Task to complete: Word for word, repeat the data that follows. Do not include the pictures.

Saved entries
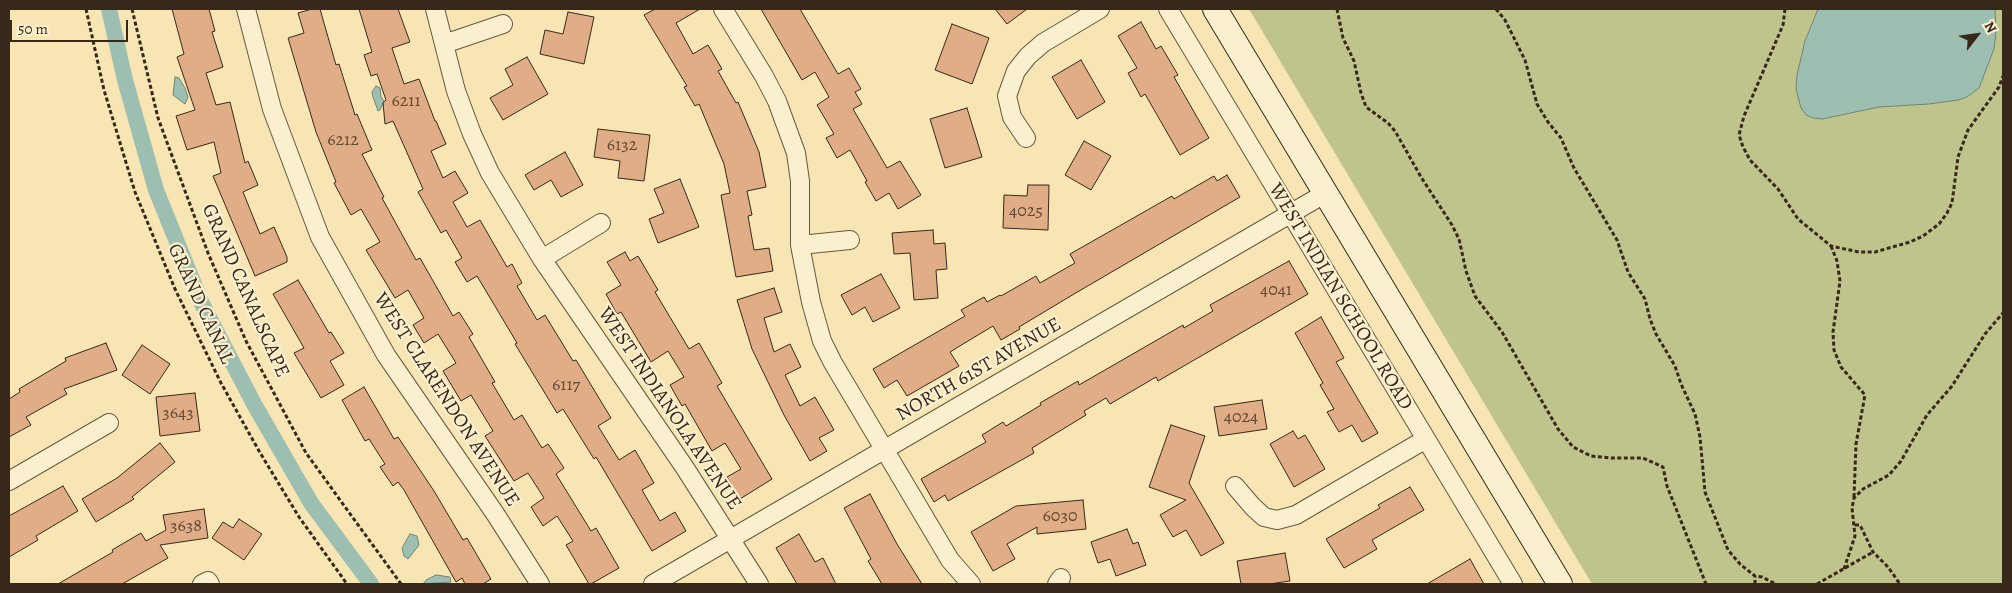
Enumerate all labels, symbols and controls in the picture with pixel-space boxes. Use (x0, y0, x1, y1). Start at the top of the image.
scale bar (12, 10, 130, 42)
north arrow (1952, 10, 2002, 60)
text: N (1980, 18, 2001, 36)
text: 50 m (18, 19, 48, 39)
house number: 6211 (391, 91, 421, 113)
house number: 6212 (327, 130, 359, 152)
house number: 6132 (607, 135, 637, 157)
street label: WEST INDIAN SCHOOL ROAD (1263, 179, 1417, 415)
street label: GRAND CANALSCAPE (196, 200, 294, 382)
house number: 4025 (1009, 201, 1043, 223)
street label: GRAND CANAL (162, 240, 238, 368)
house number: 4041 (1260, 280, 1292, 302)
street label: WEST CLARENDON AVENUE (368, 289, 524, 511)
street label: WEST INDIANOLA AVENUE (592, 303, 746, 515)
street label: NORTH 61ST AVENUE (892, 313, 1066, 427)
house number: 6117 (552, 375, 580, 397)
house number: 3643 (162, 403, 194, 425)
house number: 4024 (1224, 407, 1258, 429)
house number: 6030 (1043, 506, 1077, 528)
house number: 3638 (170, 516, 202, 538)

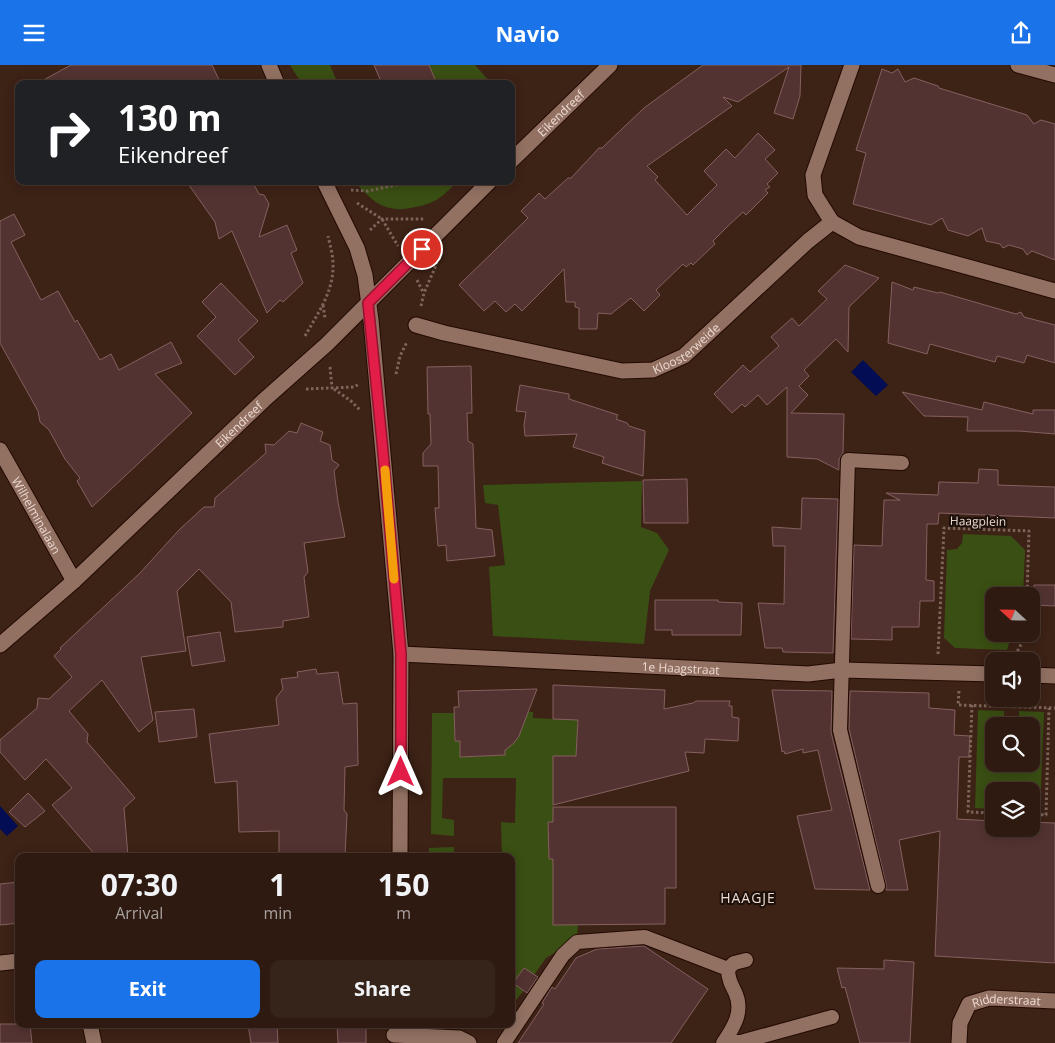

Response to the exercise:
Enumerate all labels, symbols and controls in the picture with pixel-space boxes. Use (x0, y0, x1, y1). Start at the top of the image.
scale bar (12, 10, 130, 42)
north arrow (1952, 10, 2002, 60)
text: N (1980, 18, 2001, 36)
text: 50 m (18, 19, 48, 39)
house number: 6211 (391, 91, 421, 113)
house number: 6212 (327, 130, 359, 152)
house number: 6132 (607, 135, 637, 157)
street label: WEST INDIAN SCHOOL ROAD (1263, 179, 1417, 415)
street label: GRAND CANALSCAPE (196, 200, 294, 382)
house number: 4025 (1009, 201, 1043, 223)
street label: GRAND CANAL (162, 240, 238, 368)
house number: 4041 (1260, 280, 1292, 302)
street label: WEST CLARENDON AVENUE (368, 289, 524, 511)
street label: WEST INDIANOLA AVENUE (592, 303, 746, 515)
street label: NORTH 61ST AVENUE (892, 313, 1066, 427)
house number: 6117 (552, 375, 580, 397)
house number: 3643 (162, 403, 194, 425)
house number: 4024 (1224, 407, 1258, 429)
house number: 6030 (1043, 506, 1077, 528)
house number: 3638 (170, 516, 202, 538)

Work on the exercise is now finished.